I'd ask you all to run out and buy it, but it's pricey ($175 to you chaps, £80 for us).
It's a monumental study of industrial and product design published by Phaidon - 999 Design Classics. I researched and wrote 17 of its entries. You can see a rather swish Flash presentation about the (three volume!) project here:
http://www.phaidon.com/designclassics/designclassics.htmlAnd as a special "treat" here are some snippets of the bits I wrote: :boring:
Although it had relatives and predecessors in the US, it was a radical departure for the UK and proved instantly popular. There are many causes of this success, and many reasons the bike embedded itself so firmly as the symbol of a 1970s childhood. For a start, the UK launch by chance coincided with the release of the film Easy Rider, which glamorised and popularised the biker culture of the States, and the Chopper resembled the low-riding hogs in the film. Also, its pure difference was alluring; its geometric frame, wheel ratio, seat and handlebars were completely distinctive. But perhaps the most important factor was that it looked and felt tough – it looked as though it had been designed with more grown-up priorities than most bikes, a product of motorcycle and car design. (The gearstick was an important part of this; advertising played on how it made the Chopper more like a racing car than a bike.) It felt as though it treated kids like adults.
(From the story of the "Chopper" BMX)
The seasonal and recreational uses of the folding garden chair have vested in it a great deal of charm. It is as much a part of the mental image of the bank holiday weekend or seaside excursion as the ice cream or knotted handkerchief. By happy accident, it seems ideally designed for enforced relaxation. It is impossible to sit up straight in a deck chair – the seated person is forced to recline. Few useful tasks can be accomplished from a deck chair other than reading or dozing. Once you’re in a deck chair, you’re not only going to have to do very little but stretch out and watch the passing scene, you’re also going to be there for a while – they’re quite difficult to get out of.
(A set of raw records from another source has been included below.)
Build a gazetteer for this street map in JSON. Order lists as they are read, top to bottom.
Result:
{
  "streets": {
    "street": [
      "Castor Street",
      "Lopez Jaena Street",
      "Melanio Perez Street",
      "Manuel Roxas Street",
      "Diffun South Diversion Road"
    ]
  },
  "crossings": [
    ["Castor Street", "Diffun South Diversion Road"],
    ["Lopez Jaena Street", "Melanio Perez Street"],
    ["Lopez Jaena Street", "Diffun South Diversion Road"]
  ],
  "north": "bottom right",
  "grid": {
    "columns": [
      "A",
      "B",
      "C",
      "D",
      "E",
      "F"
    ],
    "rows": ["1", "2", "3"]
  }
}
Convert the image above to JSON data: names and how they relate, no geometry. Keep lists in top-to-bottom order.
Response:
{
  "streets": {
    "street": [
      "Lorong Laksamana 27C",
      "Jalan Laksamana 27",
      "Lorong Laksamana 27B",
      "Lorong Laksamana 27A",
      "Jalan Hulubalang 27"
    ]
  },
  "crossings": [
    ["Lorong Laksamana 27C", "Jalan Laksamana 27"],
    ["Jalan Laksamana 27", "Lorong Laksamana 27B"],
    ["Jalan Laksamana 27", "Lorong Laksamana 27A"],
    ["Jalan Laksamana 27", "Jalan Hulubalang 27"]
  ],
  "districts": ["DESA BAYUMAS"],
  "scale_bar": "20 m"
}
The deck chair, for all its no-nonsense roots and practicality, is the ultimate labour-saving device – a machine for maximising idleness.
(From the origins of the deck chair)
The term “tensegrity” was coined by American architect Buckminster Fuller to refer to large structures that exist in a state of perfect tensional equilibrium - the forces pushing outward from the structure are cancelled out by circumferential forces banding the structure. Pressure applied anywhere to the structure is distributed evenly through it. Fuller’s renowned geodesic domes are an obvious example of tensegrity, but the principle is so elegant that not only are these domes theoretically unlimited in size, they also have applications in nanotechnology and have been assembled on a molecular level. Whatever the scale, the same rules apply.